Crickets, they say, need six times less feed than cattle, four times less than sheep, and twice less than pigs and chickens to produce the same amount of protein.

Most research on edible insects has focused on the protein content as an argument for both the environmental and nutritional value of eating bugs.

But one study in the journal PLOS One that looked at crickets, often called the gateway bug to entomophagy, found that even when crickets were fed a grain-based diet, similar to chickens, they contained only slightly higher amounts of protein than chicken. The researchers concluded that the environmental payoff might not be that impactful, because farmers would still need to feed crickets the same diet as conventional livestock.

While the insects studied proved strong in protein content and some micronutrients, they also had higher levels of sodium and saturated fat than the meats. That could be a plus for undernourished populations or athletes, who may need more sodium, but most Americans already consume diets that are too high in sodium and saturated fats.

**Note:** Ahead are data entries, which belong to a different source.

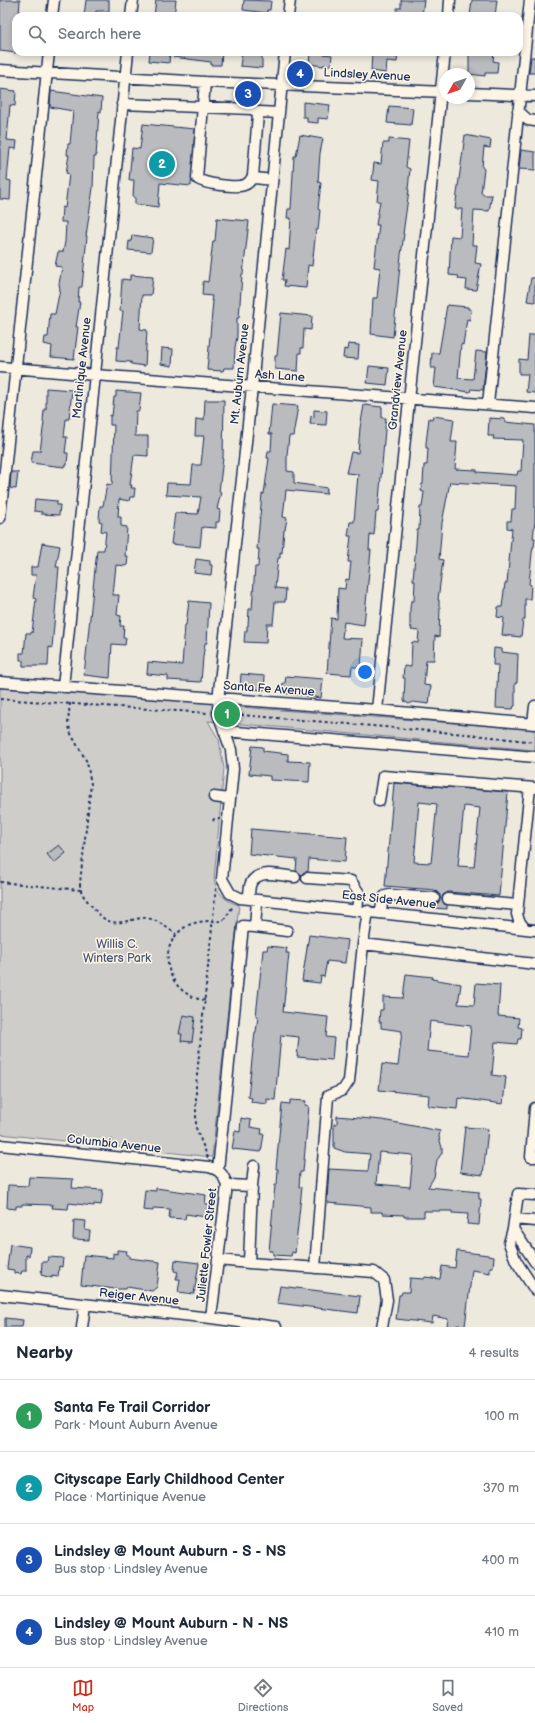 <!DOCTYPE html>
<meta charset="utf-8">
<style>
body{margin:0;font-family:"Balsamiq Sans",sans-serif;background:#f2f2f3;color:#1f2937}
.compass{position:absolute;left:439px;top:68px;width:36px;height:36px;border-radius:50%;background:#fff;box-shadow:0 2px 6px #0003;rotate:230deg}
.you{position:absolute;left:365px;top:672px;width:14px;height:14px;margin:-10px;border:3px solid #fff;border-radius:50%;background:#1a73e8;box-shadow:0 0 0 6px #1a73e833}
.badge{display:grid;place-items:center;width:26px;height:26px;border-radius:50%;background:#c8321e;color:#fff;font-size:13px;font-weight:700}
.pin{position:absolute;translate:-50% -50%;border:2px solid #fff;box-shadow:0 1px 4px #0006}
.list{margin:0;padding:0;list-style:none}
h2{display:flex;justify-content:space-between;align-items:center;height:52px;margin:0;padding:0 16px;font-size:17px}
h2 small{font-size:13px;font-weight:400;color:#747a83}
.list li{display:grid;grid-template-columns:26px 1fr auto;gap:12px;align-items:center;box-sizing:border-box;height:72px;padding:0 16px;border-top:1px solid #e0e1e3}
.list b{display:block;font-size:15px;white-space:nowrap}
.list p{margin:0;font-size:13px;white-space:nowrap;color:#747a83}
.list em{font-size:13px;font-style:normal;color:#747a83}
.icon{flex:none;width:22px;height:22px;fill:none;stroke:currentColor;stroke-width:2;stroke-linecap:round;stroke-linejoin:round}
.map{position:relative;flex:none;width:535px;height:1327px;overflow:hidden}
.search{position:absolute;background:#fff;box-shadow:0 2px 6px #0003;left:12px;right:12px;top:12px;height:44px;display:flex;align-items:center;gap:10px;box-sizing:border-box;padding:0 14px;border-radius:12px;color:#747a83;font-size:15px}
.sheet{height:340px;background:#fff}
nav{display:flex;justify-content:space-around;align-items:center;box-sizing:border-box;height:56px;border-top:1px solid #e0e1e3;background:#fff;font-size:11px;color:#747a83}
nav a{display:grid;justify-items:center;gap:2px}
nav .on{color:#c8321e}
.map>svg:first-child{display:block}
</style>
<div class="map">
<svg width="535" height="1327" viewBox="0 0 535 1327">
<rect width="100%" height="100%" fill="#eee9dd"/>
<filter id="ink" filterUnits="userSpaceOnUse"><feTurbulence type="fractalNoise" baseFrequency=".025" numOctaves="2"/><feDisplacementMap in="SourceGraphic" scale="8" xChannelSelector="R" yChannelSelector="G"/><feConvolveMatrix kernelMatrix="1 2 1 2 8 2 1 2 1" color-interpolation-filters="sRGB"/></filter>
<g filter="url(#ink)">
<!-- green -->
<path fill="#cfcdca" stroke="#757e94" d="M0 688 200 702 226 706 535 729V750L208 721 219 740 224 768 214 879C216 892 226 902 239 905L212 1157 0 1134Z"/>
<!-- building -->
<path fill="#babbbe" stroke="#1b2f5e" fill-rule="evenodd" d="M0 0H20L19 16H16V53L0 51Z
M86 0H109V11H96L95 16H84Z
M156 0H176L174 16H154Z
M244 0 271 1 270 10H267V13L243 10Z
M401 0H424L422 16H397V8H401Z
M472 0H497L495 16H470Z
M150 52H170L169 63 149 61Z
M173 52H222L221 65H211V62L173 57Z
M242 52H262V68L240 66Z
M310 52H323V54L332 55 331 65H323V66L309 64Z
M372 52H398L397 62 387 61 386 73 371 71Z
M469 52H494L493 61 498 62 497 73H485V76L469 74Z
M531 57H535V73H529Z
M0 89 16 91 15 106 10 105 7 140 17 141 16 149 10 148 7 180 11 181 10 200 0 199Z
M51 91 102 98 101 112 99 111 96 157H94L93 188 86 236H87L82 287H79L78 302H80L76 327H78L74 359 51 357 52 346 44 344 45 337H48L50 314H55L60 289 59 284 62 267 55 266 58 252H63L65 242 66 222H61L62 207 65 208 69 174 66 173 69 155H67L68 144H70L73 111 50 107Z
M303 102 330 105 328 119 318 118V123L307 122V117H303Z
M389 106 413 108 411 125 387 123Z
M143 124 195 129 191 186 160 183 158 207 135 204V197H133L134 180H129L132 148 140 149Z
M300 135 323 139 320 153 318 182 321 183 318 209 320 210 318 230H316L312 266 308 265 306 288 284 286 285 280H282L286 249 289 250 291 218H287L288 209H291L294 156H296Z
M465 135 491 140 490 148 484 147 482 167 484 169 481 193H483V195H492L489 211 474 210 472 245H477L475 263 481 264 476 290 466 289 467 280 458 279 459 276 449 275 451 236 460 237 462 209H455Z
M389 139 409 141 406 167 410 169 408 190H409L403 234H404L401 255 393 337 371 334 373 298H377L380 268 374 267 379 225H376L380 201H377L379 181 372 180 374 163 381 164 383 143H389Z
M521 150 535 152V170L519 169Z
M217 218 249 221 243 274H242L239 318H237V337L235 347 234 368H224L223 371 207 370 213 301H211L212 296 202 295 203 281 208 282 213 241H215Z
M132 235 153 238 151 252 128 250 129 241 131 242Z
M130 275 153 277 151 295H142L140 329 147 330 145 366 131 364V362L116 361 117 347H119L123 311H120L122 279 130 280Z
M531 278H535V302L527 301Z
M447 305 468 307V309H471L470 320 467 319 463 345 461 344 458 378 473 379 476 351 487 352 483 390 471 389 470 392 434 387 436 368H431L432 353H439Z
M281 313 312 316 311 330 304 329 303 348H301V353H299L298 371 275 369V356H277Z
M529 335H535V393L526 392 528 374H519V359L527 360Z
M348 344 359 345 358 359 343 358 344 349 347 350Z
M162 348 173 349 172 366 161 364Z
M369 366 389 368 387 385 367 383Z
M46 388 72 390 69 419H66L64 437H67L65 453H68L67 465H64V467L31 463 33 451H40L44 422 43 421 44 409H46Z
M116 391 141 393 139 411H136L135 436H148V456L134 455 130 485H132L131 488H135L134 497H130L129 501 119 499 118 517H121V526L127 527 125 556H128L127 566 116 565 113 595H119L117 615 121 616 120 626H124L123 638H126L125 645 112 644 110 678 84 675 97 550H104L106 532 101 531 102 522 99 521 100 506H103L107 484 112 485 114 425H110V415L112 416 114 397H116Z
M205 400H224L223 458 219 492H221L217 509 220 510 219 522H216V528L202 527 200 547 171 544 175 513 198 514 201 497 166 495 167 483 191 484 193 465H201L204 436H195L196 419 204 420Z
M272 404 298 406 293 436H289L287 455V471L294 472V483L327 488 326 494 286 490 283 517 287 518 285 530H284L282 553 280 552V558H278L275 588 286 589 285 602H275L273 624H267L266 643 244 642 245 631H247V626H248L249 609H252L255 567H258L259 549H257L262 494H264L269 458H267L268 451H271L272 434H269Z
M364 405 382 407V418H386L378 512H376L374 535 370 534 369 550H371L364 625 344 622 342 638 363 639 361 667H352L351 675 327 673 331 618 337 619 338 588 345 589 346 579 349 580 351 562H348L351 536H348L350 522H354L358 474 346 473 351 452 358 453 360 428Z
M314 410 327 411 326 425 310 424 311 416 314 417Z
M433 416 454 419 451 442H457L455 469 477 470V472L517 475 518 471H521L523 440 493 439 494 436H488L489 418 505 419V422L535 425V521L533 538H535L534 547H533L532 553 529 584 531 585 530 599H525V620H523L521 637 502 635 504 618 497 617 498 607H502L505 583H507L512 529 507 528V521H511L512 509H515L516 486 450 482 442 523 439 559 443 560 438 600H439V607H440L439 637 435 636 434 660H426L424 685 431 686 429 704 413 702 409 704 404 701 405 678H403L404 666 411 667 412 642 418 643 419 631 411 630 412 627H410V608L411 601H414L415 581 413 580 416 544 417 530H419L420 507H422L424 492 421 491 422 484H423L424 465H427L428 448H426V443L429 418 432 419Z
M11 472H18L16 489 10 488Z
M35 499 57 501V505H60L59 515 41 514 42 512 34 511Z
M42 543 60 546 56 567H59L52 648 49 647 48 666H23V660H20V653H24L26 633H32L36 599 33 598 36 575H31V567H38Z
M196 559 210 561V565H212L211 575 194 573Z
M189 601 209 603 207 643H205L203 657 201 682 168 680V676L147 674 148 662 182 665 185 625H186Z
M494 648 502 649V652L518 654 517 683H515V706H514L513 709 496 708 498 665H493Z
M241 674 265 676 264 690 240 688Z
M286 676 323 679 321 698 282 693 283 683H285Z
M252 746 263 747V751L288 754V761L310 762 309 782 270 780V776L249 774Z
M394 783 508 792 499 896 448 892 443 895 442 899 444 904 447 905V909L433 908 434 904H437L440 899V895L435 890 385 886ZM419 802 437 804 431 863 414 862ZM464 806 480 808 474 867 458 866Z
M251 829 347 837 345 862 309 859 308 872H304L301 875 296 871 297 859 249 854Z
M59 845 66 853 54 863 47 854Z
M309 935 348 940 345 963 327 961 324 977 321 976 320 983 302 981Z
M268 946 287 948 286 953H289L283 1012 328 1017 326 1037 334 1038 332 1060 297 1057 299 1037 281 1035 275 1100 267 1099V1104L251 1102 252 1098 248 1097 255 1032H256L258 1016H256L263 950H267Z
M406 974 433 977 432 979 461 984 458 1004 474 1005 476 983 500 985 498 1016 519 1018 518 1027 522 1028 521 1039H518L517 1044 495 1042 492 1075 506 1077 503 1104 458 1098 457 1109 428 1106 429 1095 379 1090 382 1064 398 1066 402 1031 381 1028V1022H379L380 1010H383V997L403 998ZM430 1021 471 1026 468 1055 427 1051Z
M183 1015 195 1017 192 1042 181 1041 182 1034H179Z
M290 1100 306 1101 305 1105 309 1106 303 1172H300L299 1187H302L295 1253 292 1252 291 1256 273 1255V1251H269L275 1185H277L278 1169H276L282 1103 290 1104Z
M337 1116 382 1120 440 1131 439 1137 442 1148V1153L437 1160 434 1177 428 1187 479 1192V1199H481L479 1225 467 1224 468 1214 452 1213V1211H424V1217H404V1215L382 1214V1212H371V1207L328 1203V1201L327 1200 329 1169 368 1171 370 1154 345 1152 334 1148V1124H337ZM379 1152 413 1155 410 1187 376 1184Z
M241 1118 251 1120 250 1127 262 1129 261 1134H264L261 1152 232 1149 235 1131 240 1132Z
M465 1127 488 1129 483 1175 460 1172Z
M29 1177 73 1179 72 1188 103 1190 101 1205 94 1204V1206L69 1203 68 1209 52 1208 53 1205 22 1204V1206H16V1209L7 1208 8 1185 28 1186Z
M156 1188 206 1195 205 1204H208L206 1217 186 1214 185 1219 169 1218 170 1209 153 1208V1211L143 1210 145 1190 156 1191Z
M74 1220 86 1221 85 1230 90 1231 89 1240 73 1239Z
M10 1244 30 1247 29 1256 26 1255V1271H22L21 1274 14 1273V1270L7 1269Z
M117 1250 127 1251 126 1255H129V1258L160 1262 157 1287 152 1291 127 1287 126 1289H116L81 1285 84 1255 113 1258V1253L117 1254Z
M457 1251 488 1255V1256L494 1257 493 1267H490V1273L472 1270 465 1326 457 1325V1327L447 1326 448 1319 433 1316 432 1323 396 1319 399 1295H401L402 1292H409L410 1278 424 1279 425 1277 440 1279 442 1266 455 1268Z
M48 1257 63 1258 62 1267 59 1266 58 1277 52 1276V1278L41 1275 42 1262H47Z
M175 1260 199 1263 194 1294 178 1292 180 1279H176L178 1272 174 1271Z
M280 1286 360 1296 358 1313 277 1303Z
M5 1318 23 1320 22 1327H5Z"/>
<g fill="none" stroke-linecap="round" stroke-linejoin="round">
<!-- minor casing -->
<g stroke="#1b2f5e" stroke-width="13">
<path id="minor" d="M52 16 54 0
M131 16 133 0
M288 16 290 0
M449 16 450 0
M285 52 252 387 219 691 218 713 231 750 233 769 222 879 230 893 240 898 535 930
M0 70 205 82 445 92
M205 82 197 178C201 184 237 188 244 185 248 184 251 180 253 176
M469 93 535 96
M122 104 252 109 259 113
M518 111 528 120 535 121
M272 180 255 178 253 176 258 114 260 112 279 113
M0 367 95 375 535 408
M488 404 530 0
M0 518 49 52
M0 682 377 710 535 724
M63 687 128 52
M377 710 445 52
M533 724 535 706
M224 731 535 757
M214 797 229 799
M379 801 383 776 535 788
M307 878 351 881 359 893 357 910
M249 899C249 894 249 887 251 883 259 868 282 876 295 877
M448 899 518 905
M381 913 382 902 385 896 390 895 434 898
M255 927 287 931
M525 929 519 921 517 914 530 788
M363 944 535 964
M535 1108 531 1157H535
M0 1145 209 1167C220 1170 223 1174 227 1185L211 1318
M218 1170 243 926 255 927 257 900
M252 1186 254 1166
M535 1195 518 1194 513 1229 509 1243 516 1261 535 1290
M515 1219 535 1221
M513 1229 535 1262
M219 1260 249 1263 252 1186 227 1185
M249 1263 374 1272 384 1280 387 1300 382 1327
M315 1268 328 1096 343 1090 349 1081 363 944 368 911
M0 1295 211 1318 276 1327
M82 1327 85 1305"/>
</g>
<!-- path -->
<path stroke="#1b2f5e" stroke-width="2" stroke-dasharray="3 3" stroke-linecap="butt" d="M0 699 208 713
M70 703 68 722 71 734 87 762 91 784 80 883C80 893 84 897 90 904 104 921 109 926 132 920 137 919 142 917 147 918 158 920 167 928 176 934
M229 714 466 734 535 742
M213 821 214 819H220
M0 882 80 890
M205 1000C172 997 154 955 180 931 189 923 199 921 211 921 215 921 219 922 223 920 227 918 229 910 234 906
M68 1141 69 1135
M111 1146 112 1139
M208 1158 196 1128V1085L216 888"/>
<!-- minor -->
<use href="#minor" stroke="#fcf5e5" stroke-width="10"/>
</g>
</g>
<g text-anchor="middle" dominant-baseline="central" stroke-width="3" stroke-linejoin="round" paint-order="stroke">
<!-- street labels -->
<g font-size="12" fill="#1b2f5e" stroke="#fcf5e5">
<text transform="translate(367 75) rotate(3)">Lindsley Avenue</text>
<text transform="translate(82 368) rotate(-84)">Martinique Avenue</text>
<text transform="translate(240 374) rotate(-84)">Mt. Auburn Avenue</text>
<text transform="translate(280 376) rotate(4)">Ash Lane</text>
<text transform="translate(398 380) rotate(-84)">Grandview Avenue</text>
<text transform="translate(269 689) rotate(4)">Santa Fe Avenue</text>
<text transform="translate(389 900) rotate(6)">East Side Avenue</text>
<text transform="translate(114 1144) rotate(6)">Columbia Avenue</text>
<text transform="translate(207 1245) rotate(-84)">Juliette Fowler Street</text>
<text transform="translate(139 1297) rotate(6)">Reiger Avenue</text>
</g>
<!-- park labels -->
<g font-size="12" fill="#485679" stroke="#fcf5e5">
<text x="117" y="944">Willis C.<tspan x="117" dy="14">Winters Park</tspan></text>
</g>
</g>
</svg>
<svg class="compass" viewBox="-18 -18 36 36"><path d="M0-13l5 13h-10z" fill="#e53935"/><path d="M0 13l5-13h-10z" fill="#747a83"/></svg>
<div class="you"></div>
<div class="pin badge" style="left:227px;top:714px;background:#2e9e5b">1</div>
<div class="pin badge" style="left:162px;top:164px;background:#0f9aa8">2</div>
<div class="pin badge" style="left:248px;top:94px;background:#1a4fb4">3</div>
<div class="pin badge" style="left:300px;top:74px;background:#1a4fb4">4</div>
<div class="search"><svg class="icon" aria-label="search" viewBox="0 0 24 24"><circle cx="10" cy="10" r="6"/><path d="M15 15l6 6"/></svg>Search here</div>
</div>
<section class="sheet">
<h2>Nearby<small>4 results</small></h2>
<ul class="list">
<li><span class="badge" style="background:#2e9e5b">1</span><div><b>Santa Fe Trail Corridor</b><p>Park · Mount Auburn Avenue</p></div><em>100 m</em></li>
<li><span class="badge" style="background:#0f9aa8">2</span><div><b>Cityscape Early Childhood Center</b><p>Place · Martinique Avenue</p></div><em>370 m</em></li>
<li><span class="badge" style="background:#1a4fb4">3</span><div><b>Lindsley @ Mount Auburn - S - NS</b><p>Bus stop · Lindsley Avenue</p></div><em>400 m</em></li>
<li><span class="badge" style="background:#1a4fb4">4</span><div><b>Lindsley @ Mount Auburn - N - NS</b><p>Bus stop · Lindsley Avenue</p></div><em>410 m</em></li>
</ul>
</section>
<nav>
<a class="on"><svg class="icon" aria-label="map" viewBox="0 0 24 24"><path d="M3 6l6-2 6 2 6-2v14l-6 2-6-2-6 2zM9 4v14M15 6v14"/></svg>Map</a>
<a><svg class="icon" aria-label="directions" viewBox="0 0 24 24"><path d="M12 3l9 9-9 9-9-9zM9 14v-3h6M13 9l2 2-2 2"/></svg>Directions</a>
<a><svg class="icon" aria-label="saved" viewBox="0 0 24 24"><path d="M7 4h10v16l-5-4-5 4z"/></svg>Saved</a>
</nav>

“People who have limited income or are on a budget could benefit the most from eating insects because they are getting the most nutritional bang for the buck,” said Bedwell.

While you don’t need to chow down on bugs, eating insects could increase fiber and healthy fatty acid intake while still providing protein for a relatively low-calorie amount, she said. (Just call crickets the new chips.)

It’s worth nothing that if you have a crustacean or dust mite allergy, some edible insects could trigger you, research shows.

Bedwell warned that even if you’re intrigued by the idea of eating insects, you shouldn’t rely on them completely.

“I still recommend eating a variety of protein sources if they are available to you, as different sources do have different levels of important nutrients,” she said. Eating a variety is always the best way to ensure you get everything you need.”